Task to complete:
Exactly transcribe the span of lines from the one containing "Annotation task. Transcribe" through the final line of the entries, inclusive, and nothing outside it. Exclude the pictures.

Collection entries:
:::::

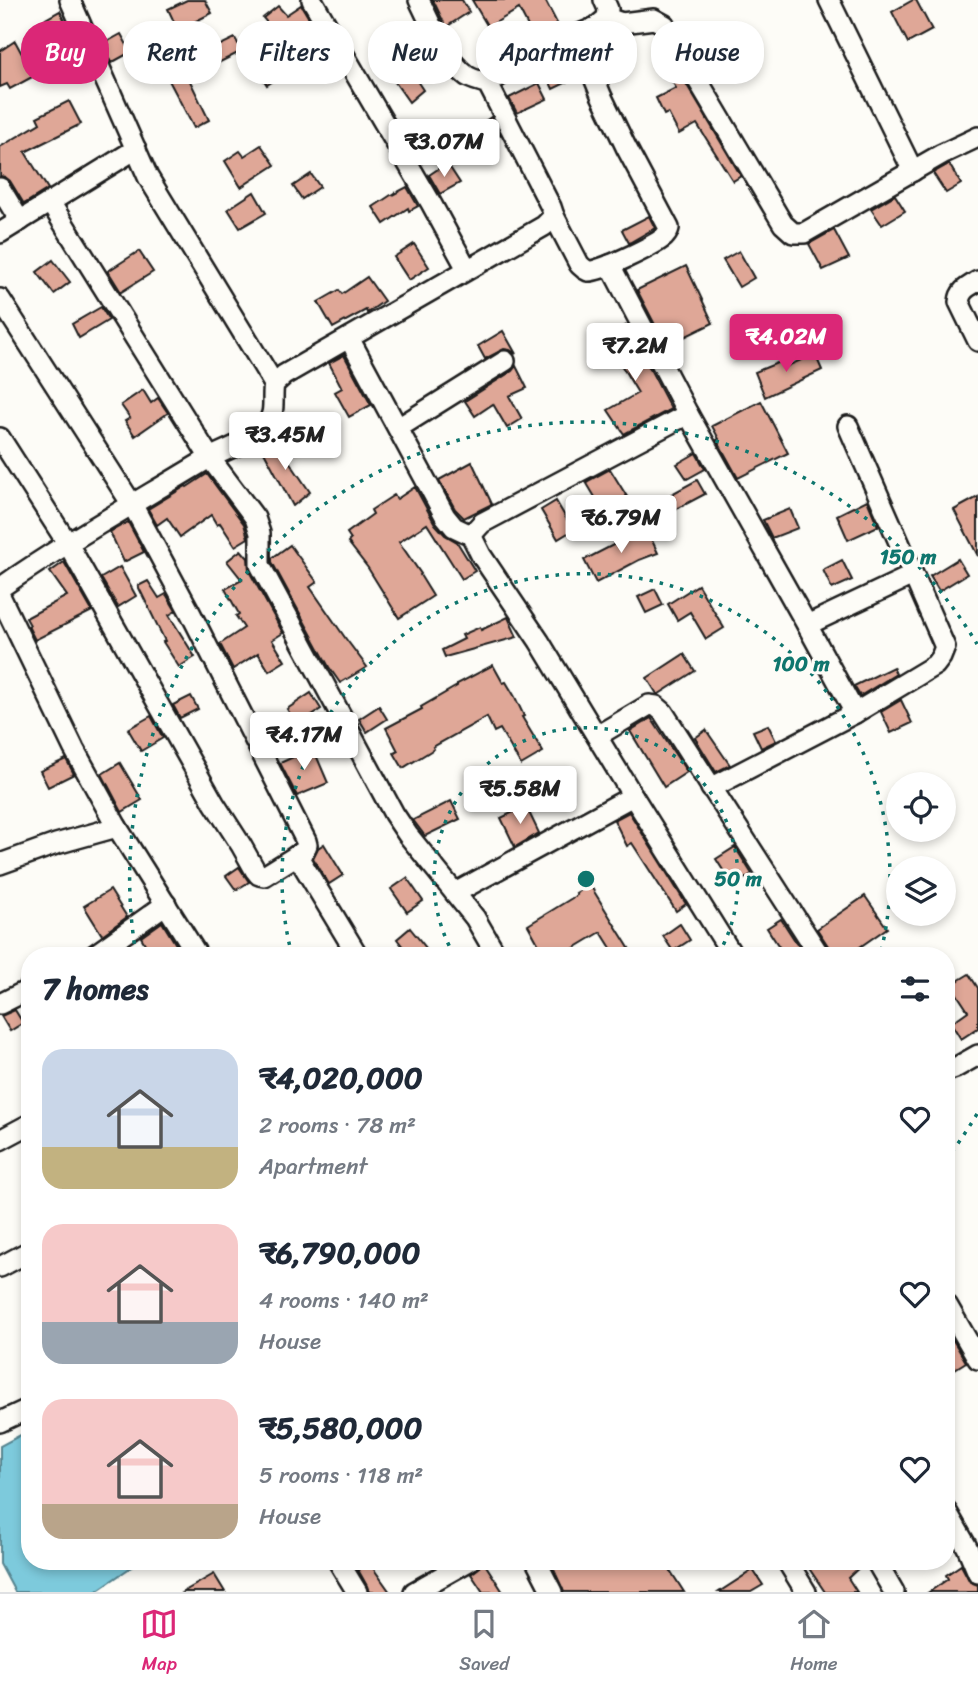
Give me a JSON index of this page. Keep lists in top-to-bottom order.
{
  "page": {
    "chip": [
      "Buy",
      "Rent",
      "Filters",
      "New",
      "Apartment",
      "House"
    ],
    "price": [
      "₹3.07M",
      "₹4.02M",
      "₹7.2M",
      "₹3.45M",
      "₹6.79M",
      "₹4.17M",
      "₹5.58M"
    ],
    "heading": "7 homes",
    "list": [
      {
        "name": "₹4,020,000",
        "note": "2 rooms · 78 m² · Apartment"
      },
      {
        "name": "₹6,790,000",
        "note": "4 rooms · 140 m² · House"
      },
      {
        "name": "₹5,580,000",
        "note": "5 rooms · 118 m² · House"
      }
    ],
    "tabs": ["Map", "Saved", "Home"]
  },
  "rings": ["150 m", "100 m", "50 m"]
}
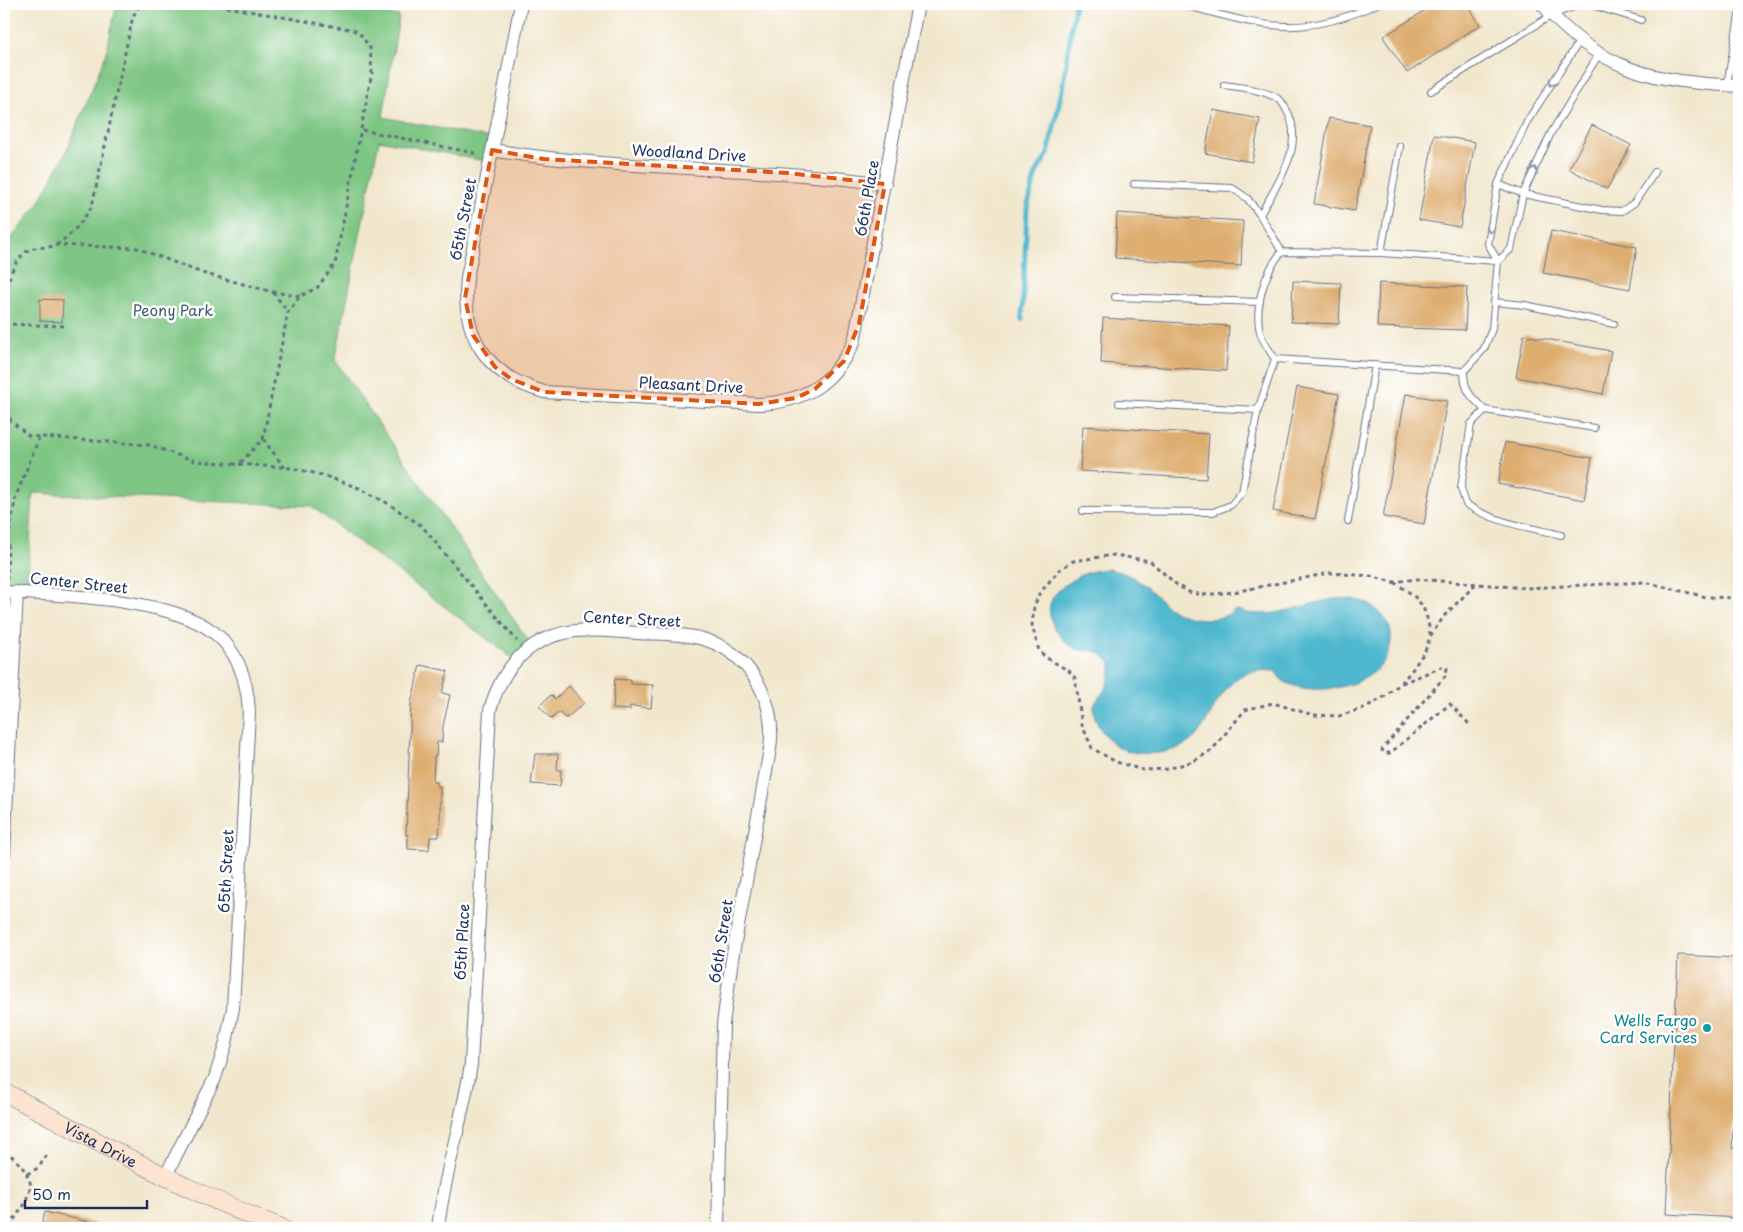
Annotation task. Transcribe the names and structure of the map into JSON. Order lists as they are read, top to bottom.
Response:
{
  "streets": {
    "street": [
      "Woodland Drive",
      "66th Place",
      "65th Street",
      "Pleasant Drive",
      "Center Street",
      "66th Street",
      "65th Place",
      "Vista Drive"
    ]
  },
  "crossings": [
    ["Woodland Drive", "66th Place"],
    ["Woodland Drive", "65th Street"],
    ["66th Place", "Pleasant Drive"],
    ["65th Street", "Pleasant Drive"],
    ["65th Street", "Center Street"],
    ["65th Street", "Vista Drive"],
    ["Center Street", "66th Street"],
    ["Center Street", "65th Place"]
  ],
  "parks": ["Peony Park"],
  "places": ["Wells Fargo Card Services"],
  "scale_bar": "50 m"
}
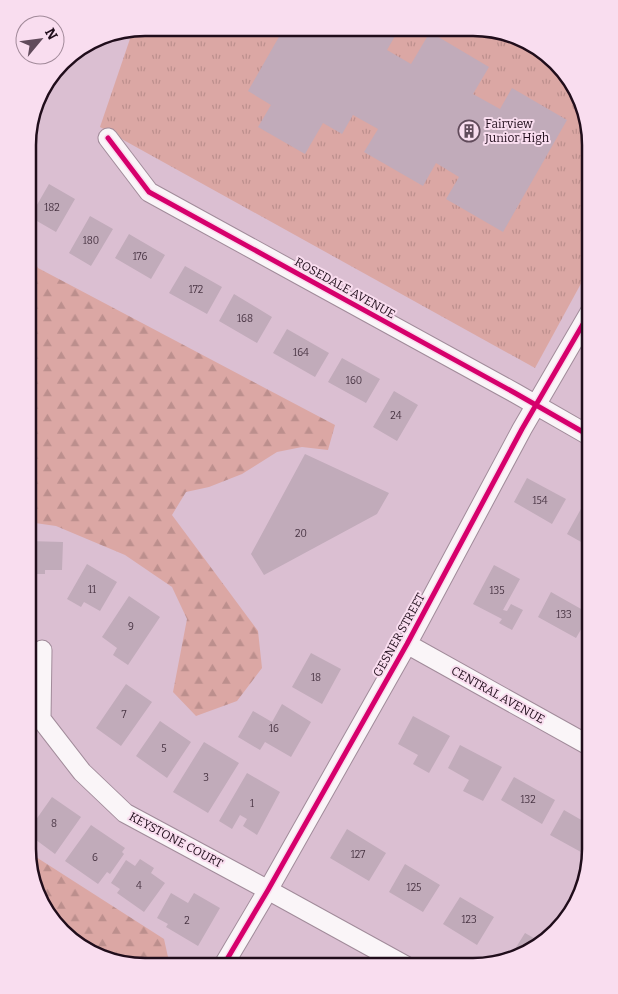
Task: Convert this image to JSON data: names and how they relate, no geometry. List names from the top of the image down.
{
  "streets": {
    "street": [
      "ROSEDALE AVENUE",
      "GESNER STREET",
      "CENTRAL AVENUE",
      "KEYSTONE COURT"
    ]
  },
  "crossings": [
    ["ROSEDALE AVENUE", "GESNER STREET"],
    ["GESNER STREET", "CENTRAL AVENUE"],
    ["GESNER STREET", "KEYSTONE COURT"]
  ],
  "places": {
    "building": ["Fairview Junior High"]
  },
  "house_numbers": [
    "182",
    "180",
    "176",
    "172",
    "168",
    "164",
    "160",
    "24",
    "154",
    "20",
    "11",
    "135",
    "133",
    "9",
    "18",
    "7",
    "16",
    "5",
    "3",
    "132",
    "1",
    "8",
    "127",
    "6",
    "4",
    "125",
    "123",
    "2"
  ],
  "north": "top right"
}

:::::

Response to this task:
Annotation task. Transcribe the names and structure of the map into JSON. Order lists as they are read, top to bottom.
Response:
{
  "streets": {
    "street": [
      "Woodland Drive",
      "66th Place",
      "65th Street",
      "Pleasant Drive",
      "Center Street",
      "66th Street",
      "65th Place",
      "Vista Drive"
    ]
  },
  "crossings": [
    ["Woodland Drive", "66th Place"],
    ["Woodland Drive", "65th Street"],
    ["66th Place", "Pleasant Drive"],
    ["65th Street", "Pleasant Drive"],
    ["65th Street", "Center Street"],
    ["65th Street", "Vista Drive"],
    ["Center Street", "66th Street"],
    ["Center Street", "65th Place"]
  ],
  "parks": ["Peony Park"],
  "places": ["Wells Fargo Card Services"],
  "scale_bar": "50 m"
}
Task: Convert this image to JSON data: names and how they relate, no geometry. List names from the top of the image down.
{
  "streets": {
    "street": [
      "ROSEDALE AVENUE",
      "GESNER STREET",
      "CENTRAL AVENUE",
      "KEYSTONE COURT"
    ]
  },
  "crossings": [
    ["ROSEDALE AVENUE", "GESNER STREET"],
    ["GESNER STREET", "CENTRAL AVENUE"],
    ["GESNER STREET", "KEYSTONE COURT"]
  ],
  "places": {
    "building": ["Fairview Junior High"]
  },
  "house_numbers": [
    "182",
    "180",
    "176",
    "172",
    "168",
    "164",
    "160",
    "24",
    "154",
    "20",
    "11",
    "135",
    "133",
    "9",
    "18",
    "7",
    "16",
    "5",
    "3",
    "132",
    "1",
    "8",
    "127",
    "6",
    "4",
    "125",
    "123",
    "2"
  ],
  "north": "top right"
}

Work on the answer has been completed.